### EXERCISE PROMPT
Copy, from the entries below, each line where the word "Dhiraj" can be found.

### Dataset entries
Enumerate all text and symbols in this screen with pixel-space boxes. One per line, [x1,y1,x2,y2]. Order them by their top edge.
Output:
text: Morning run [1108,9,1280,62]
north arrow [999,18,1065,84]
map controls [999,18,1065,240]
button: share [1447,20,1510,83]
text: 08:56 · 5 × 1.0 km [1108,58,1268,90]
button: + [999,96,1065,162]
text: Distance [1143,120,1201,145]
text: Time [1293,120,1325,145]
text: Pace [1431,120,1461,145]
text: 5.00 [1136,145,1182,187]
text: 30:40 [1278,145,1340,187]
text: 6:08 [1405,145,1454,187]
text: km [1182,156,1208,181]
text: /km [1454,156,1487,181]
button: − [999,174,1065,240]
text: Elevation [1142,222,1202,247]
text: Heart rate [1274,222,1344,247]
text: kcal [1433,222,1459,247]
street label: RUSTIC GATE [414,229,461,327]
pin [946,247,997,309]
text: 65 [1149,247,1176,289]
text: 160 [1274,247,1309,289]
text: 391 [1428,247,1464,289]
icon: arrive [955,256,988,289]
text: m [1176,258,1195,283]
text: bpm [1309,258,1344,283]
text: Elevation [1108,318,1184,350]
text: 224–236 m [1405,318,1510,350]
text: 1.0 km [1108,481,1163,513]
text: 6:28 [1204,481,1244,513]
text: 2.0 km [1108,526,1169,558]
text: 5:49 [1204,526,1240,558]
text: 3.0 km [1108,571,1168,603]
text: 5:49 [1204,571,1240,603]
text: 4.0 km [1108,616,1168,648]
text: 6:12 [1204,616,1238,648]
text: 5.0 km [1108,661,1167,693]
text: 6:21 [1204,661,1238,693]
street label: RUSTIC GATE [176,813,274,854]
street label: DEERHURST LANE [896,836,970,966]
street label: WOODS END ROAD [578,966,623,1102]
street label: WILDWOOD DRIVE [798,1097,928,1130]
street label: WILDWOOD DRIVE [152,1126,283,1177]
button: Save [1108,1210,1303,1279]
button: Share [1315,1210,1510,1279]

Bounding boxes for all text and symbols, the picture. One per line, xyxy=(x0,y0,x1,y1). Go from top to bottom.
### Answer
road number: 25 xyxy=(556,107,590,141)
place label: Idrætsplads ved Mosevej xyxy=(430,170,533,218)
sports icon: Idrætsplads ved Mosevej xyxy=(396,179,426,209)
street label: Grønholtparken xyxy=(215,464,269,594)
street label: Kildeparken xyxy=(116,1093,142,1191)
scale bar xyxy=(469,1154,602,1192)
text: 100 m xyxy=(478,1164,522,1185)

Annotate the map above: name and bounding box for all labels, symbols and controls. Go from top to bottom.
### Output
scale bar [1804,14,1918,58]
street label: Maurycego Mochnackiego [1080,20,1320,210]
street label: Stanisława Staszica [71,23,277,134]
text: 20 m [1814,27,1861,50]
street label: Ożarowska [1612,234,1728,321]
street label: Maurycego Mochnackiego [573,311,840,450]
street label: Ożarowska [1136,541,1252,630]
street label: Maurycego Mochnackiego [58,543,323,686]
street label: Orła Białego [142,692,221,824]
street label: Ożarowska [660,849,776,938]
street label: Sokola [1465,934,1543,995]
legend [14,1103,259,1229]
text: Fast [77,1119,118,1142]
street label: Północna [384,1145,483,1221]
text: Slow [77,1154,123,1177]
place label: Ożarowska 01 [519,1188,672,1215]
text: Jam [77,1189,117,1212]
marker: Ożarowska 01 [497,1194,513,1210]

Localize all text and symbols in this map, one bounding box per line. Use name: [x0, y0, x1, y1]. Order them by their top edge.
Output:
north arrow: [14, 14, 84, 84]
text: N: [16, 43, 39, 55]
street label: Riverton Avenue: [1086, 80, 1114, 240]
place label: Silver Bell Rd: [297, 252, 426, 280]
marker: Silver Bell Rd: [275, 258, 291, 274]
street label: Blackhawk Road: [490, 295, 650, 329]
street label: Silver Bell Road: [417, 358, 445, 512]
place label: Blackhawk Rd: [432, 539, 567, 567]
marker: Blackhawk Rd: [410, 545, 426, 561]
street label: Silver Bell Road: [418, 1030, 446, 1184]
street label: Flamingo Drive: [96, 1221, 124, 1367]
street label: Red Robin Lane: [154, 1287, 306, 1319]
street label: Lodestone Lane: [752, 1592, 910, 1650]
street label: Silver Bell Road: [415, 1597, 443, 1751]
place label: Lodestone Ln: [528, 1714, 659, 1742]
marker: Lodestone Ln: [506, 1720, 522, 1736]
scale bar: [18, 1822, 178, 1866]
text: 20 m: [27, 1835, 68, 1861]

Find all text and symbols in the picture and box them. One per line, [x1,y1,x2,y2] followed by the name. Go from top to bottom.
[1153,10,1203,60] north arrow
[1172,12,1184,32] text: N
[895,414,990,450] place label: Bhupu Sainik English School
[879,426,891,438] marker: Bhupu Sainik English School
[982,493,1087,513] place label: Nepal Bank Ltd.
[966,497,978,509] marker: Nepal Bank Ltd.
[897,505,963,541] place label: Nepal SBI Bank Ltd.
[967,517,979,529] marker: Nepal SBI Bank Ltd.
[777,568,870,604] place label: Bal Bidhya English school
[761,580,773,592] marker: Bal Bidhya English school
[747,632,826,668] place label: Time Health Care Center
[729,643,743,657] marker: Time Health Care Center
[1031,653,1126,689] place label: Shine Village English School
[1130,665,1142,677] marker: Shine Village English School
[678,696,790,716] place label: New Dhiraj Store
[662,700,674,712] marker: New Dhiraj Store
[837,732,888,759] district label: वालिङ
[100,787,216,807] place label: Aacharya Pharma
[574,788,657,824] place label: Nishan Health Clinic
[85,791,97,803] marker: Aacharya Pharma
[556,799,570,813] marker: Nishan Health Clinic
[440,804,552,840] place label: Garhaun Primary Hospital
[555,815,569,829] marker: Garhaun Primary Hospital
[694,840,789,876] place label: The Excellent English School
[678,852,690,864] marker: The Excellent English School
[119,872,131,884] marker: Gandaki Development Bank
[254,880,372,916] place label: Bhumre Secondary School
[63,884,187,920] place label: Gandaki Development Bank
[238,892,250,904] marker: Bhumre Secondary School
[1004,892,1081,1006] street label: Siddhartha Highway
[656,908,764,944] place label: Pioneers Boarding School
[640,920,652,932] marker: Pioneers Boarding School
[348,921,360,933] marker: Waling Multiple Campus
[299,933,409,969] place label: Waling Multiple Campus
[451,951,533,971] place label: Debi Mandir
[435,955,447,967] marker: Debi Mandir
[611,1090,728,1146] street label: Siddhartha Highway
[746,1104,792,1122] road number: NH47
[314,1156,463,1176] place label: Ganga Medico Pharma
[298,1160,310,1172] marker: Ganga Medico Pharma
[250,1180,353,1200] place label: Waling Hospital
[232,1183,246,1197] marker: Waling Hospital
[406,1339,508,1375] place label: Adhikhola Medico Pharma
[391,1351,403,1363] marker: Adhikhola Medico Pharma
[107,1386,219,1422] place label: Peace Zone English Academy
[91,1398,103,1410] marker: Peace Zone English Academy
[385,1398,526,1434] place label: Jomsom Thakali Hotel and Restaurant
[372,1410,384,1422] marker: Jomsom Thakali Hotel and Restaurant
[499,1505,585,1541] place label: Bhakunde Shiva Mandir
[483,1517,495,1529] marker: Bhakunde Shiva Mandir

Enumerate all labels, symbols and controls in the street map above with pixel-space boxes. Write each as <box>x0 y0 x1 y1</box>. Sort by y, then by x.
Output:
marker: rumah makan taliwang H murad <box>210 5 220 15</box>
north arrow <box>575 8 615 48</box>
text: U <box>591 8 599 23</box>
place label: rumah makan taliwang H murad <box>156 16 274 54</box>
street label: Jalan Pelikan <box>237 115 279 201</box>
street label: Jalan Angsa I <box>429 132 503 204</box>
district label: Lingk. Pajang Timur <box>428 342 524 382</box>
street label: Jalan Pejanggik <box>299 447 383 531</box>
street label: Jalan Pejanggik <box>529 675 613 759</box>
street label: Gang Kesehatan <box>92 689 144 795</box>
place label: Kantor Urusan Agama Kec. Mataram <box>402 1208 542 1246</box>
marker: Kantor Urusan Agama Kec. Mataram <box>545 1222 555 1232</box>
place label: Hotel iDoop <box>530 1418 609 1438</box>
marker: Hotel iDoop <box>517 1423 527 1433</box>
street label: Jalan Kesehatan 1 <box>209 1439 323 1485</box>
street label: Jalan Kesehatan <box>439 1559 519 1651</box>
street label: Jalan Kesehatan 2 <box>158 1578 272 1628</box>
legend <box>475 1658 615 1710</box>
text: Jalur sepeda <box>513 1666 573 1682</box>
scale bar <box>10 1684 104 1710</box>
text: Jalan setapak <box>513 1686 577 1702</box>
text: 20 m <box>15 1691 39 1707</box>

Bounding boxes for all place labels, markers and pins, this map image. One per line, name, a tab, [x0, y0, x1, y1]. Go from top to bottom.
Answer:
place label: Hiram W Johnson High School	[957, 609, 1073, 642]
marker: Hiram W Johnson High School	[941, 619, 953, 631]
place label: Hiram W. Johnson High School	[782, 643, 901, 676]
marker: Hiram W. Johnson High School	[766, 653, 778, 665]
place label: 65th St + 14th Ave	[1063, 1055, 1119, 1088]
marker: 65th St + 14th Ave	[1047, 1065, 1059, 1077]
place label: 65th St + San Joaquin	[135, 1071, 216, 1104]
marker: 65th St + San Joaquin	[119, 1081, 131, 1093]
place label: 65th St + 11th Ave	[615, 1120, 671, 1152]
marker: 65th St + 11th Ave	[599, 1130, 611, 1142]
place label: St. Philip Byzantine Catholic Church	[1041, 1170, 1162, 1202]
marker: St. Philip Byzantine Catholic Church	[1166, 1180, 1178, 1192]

### OUTPUT OF THE TASK
[678,696,790,716] place label: New Dhiraj Store
[662,700,674,712] marker: New Dhiraj Store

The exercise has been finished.